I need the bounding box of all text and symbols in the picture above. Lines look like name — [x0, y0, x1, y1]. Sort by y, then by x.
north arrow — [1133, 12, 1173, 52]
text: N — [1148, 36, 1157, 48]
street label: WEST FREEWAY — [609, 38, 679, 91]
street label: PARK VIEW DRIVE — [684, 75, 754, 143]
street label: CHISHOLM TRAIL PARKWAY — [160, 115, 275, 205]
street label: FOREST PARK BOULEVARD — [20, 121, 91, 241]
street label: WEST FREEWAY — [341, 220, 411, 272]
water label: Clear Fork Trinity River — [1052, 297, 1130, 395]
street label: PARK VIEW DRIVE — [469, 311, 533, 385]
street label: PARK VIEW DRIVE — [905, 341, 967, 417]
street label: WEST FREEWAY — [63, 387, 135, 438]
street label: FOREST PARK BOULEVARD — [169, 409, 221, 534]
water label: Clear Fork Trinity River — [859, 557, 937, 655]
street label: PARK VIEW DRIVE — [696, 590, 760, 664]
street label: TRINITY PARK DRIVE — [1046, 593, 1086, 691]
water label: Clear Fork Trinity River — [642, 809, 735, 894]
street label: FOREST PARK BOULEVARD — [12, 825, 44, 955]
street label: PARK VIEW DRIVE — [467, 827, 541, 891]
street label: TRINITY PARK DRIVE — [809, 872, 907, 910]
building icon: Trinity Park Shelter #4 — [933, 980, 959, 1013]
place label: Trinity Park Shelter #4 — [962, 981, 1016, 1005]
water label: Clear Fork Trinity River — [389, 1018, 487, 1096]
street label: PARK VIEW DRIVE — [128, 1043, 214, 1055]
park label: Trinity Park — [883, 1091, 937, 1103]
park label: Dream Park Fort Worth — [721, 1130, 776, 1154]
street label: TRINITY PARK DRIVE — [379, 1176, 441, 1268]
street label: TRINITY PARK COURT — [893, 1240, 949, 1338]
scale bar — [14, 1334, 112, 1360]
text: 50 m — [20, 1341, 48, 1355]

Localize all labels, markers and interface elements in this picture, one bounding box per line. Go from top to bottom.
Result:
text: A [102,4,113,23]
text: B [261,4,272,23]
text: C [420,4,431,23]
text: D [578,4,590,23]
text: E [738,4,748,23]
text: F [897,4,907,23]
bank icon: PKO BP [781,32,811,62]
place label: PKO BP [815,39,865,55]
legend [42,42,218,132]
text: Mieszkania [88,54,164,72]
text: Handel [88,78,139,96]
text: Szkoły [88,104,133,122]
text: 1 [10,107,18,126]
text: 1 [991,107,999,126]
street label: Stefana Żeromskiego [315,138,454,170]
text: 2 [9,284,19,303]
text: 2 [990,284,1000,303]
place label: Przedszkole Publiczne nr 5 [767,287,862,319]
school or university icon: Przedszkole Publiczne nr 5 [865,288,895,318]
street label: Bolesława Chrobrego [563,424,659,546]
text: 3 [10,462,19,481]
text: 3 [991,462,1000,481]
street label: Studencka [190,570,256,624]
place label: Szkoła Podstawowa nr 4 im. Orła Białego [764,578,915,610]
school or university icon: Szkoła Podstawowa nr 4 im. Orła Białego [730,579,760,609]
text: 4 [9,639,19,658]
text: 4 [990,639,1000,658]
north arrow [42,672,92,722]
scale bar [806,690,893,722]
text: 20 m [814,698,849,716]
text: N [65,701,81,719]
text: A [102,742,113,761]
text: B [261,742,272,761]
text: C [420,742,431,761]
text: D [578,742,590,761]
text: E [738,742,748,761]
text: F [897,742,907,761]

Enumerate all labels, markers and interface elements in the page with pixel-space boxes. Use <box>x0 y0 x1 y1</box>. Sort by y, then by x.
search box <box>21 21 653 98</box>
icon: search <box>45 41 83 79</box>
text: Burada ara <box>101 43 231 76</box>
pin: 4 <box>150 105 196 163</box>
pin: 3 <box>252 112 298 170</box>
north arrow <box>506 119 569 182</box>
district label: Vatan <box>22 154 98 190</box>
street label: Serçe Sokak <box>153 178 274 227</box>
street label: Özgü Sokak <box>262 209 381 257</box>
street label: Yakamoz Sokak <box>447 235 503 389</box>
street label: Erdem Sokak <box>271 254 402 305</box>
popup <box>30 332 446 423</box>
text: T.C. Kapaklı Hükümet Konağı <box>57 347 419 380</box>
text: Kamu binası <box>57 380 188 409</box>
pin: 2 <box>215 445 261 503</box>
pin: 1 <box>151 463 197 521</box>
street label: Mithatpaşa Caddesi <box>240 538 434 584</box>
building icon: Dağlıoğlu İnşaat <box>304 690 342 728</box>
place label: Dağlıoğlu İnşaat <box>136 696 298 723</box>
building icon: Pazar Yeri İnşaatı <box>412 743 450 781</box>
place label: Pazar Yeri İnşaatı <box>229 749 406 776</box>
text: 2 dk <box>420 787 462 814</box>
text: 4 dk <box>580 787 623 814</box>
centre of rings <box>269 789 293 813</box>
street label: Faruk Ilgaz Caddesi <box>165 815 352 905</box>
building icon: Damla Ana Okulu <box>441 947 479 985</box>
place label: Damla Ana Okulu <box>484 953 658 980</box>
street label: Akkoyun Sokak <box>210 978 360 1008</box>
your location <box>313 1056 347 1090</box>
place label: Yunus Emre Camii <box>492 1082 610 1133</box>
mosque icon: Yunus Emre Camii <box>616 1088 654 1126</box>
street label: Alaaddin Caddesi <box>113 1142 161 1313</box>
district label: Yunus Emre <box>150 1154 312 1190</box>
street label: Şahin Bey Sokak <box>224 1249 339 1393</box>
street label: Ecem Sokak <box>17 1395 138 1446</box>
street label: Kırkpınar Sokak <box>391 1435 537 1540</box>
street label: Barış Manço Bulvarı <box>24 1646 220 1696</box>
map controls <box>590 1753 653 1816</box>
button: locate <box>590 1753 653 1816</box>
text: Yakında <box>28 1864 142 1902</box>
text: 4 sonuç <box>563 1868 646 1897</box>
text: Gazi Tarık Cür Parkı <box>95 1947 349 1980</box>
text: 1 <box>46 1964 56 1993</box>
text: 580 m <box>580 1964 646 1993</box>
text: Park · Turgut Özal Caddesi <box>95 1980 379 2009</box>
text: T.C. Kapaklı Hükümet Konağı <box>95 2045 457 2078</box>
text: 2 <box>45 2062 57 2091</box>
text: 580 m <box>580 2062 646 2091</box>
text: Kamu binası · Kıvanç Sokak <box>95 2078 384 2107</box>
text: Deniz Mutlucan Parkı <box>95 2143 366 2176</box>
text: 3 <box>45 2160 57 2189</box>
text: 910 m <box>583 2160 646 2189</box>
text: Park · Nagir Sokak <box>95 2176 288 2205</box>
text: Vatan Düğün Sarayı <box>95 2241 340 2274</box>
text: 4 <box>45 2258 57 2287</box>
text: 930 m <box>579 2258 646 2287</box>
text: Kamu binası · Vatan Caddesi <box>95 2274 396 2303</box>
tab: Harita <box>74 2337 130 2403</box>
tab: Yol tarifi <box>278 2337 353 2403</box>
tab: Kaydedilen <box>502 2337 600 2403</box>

## [Work instructions]
Reproduce each line above that contains "Yeri".

## [Answer to the exercise]
building icon: Pazar Yeri İnşaatı <box>412 743 450 781</box>
place label: Pazar Yeri İnşaatı <box>229 749 406 776</box>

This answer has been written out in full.